DATA SUPPLIED section start
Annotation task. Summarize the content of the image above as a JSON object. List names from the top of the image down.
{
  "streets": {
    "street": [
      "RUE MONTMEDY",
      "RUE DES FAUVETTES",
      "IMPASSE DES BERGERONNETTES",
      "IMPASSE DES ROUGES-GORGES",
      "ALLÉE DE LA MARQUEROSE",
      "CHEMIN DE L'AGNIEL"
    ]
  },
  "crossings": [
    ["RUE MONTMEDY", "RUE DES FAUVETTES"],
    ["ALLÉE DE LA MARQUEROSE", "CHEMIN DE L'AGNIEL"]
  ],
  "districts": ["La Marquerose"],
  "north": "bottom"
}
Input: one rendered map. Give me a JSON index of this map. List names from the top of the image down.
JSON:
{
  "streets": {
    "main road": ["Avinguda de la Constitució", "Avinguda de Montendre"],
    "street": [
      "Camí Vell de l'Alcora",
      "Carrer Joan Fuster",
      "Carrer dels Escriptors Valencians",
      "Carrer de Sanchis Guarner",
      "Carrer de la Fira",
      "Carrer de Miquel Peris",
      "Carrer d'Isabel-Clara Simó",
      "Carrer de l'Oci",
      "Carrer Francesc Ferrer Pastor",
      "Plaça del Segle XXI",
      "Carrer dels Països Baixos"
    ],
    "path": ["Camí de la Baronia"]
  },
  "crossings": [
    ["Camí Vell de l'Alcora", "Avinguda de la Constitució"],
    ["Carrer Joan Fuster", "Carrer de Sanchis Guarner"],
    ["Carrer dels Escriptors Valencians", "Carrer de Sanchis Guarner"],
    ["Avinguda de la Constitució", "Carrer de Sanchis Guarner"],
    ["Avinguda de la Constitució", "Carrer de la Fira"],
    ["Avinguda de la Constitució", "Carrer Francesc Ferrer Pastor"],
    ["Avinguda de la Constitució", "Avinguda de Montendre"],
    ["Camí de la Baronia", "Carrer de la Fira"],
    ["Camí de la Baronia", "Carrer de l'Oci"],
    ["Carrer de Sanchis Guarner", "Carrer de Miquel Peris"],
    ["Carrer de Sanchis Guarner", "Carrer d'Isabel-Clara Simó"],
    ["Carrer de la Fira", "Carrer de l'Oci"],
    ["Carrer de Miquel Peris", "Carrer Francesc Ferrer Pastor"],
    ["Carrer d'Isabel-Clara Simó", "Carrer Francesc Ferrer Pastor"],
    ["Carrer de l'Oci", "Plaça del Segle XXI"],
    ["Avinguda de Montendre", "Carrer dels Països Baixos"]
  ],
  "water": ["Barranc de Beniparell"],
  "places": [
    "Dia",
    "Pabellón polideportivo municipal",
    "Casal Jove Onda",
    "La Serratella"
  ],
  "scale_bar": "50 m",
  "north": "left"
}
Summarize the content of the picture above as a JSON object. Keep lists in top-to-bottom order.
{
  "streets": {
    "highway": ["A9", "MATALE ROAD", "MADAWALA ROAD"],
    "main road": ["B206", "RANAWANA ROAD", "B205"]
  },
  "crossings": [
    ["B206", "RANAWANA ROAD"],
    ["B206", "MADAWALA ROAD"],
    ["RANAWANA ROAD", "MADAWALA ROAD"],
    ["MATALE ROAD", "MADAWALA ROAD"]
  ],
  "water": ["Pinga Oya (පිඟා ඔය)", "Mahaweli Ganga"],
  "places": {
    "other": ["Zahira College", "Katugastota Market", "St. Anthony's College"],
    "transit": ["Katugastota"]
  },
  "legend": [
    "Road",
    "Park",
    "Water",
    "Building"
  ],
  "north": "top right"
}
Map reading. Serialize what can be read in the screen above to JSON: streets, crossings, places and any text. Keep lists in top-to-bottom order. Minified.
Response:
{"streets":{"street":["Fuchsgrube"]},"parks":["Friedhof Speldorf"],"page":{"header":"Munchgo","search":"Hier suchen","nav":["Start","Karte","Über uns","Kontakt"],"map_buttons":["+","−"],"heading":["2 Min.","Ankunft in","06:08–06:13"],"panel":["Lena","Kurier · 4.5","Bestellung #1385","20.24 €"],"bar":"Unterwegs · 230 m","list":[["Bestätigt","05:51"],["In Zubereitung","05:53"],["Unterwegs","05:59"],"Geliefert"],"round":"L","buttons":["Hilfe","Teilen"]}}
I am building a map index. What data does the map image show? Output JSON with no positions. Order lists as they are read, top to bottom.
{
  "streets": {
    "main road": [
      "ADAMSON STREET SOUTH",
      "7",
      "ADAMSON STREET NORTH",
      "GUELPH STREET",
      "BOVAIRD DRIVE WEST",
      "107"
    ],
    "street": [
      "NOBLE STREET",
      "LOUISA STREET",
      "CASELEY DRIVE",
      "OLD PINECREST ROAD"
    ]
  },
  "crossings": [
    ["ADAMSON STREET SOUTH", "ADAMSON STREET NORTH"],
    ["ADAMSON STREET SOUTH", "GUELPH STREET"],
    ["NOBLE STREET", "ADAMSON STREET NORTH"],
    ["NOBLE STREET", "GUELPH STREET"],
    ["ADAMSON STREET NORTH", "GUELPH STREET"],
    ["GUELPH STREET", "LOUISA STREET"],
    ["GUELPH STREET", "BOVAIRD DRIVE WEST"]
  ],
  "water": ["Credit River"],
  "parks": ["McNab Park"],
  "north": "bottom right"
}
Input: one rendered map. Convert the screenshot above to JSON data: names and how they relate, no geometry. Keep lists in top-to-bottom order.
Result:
DATA SUPPLIED section end
TASK ITEM:
Scan the entries above, and wherever a line holds the string "Input", copy it.

YOUR SOLUTION:
Input: one rendered map. Give me a JSON index of this map. List names from the top of the image down.
Input: one rendered map. Convert the screenshot above to JSON data: names and how they relate, no geometry. Keep lists in top-to-bottom order.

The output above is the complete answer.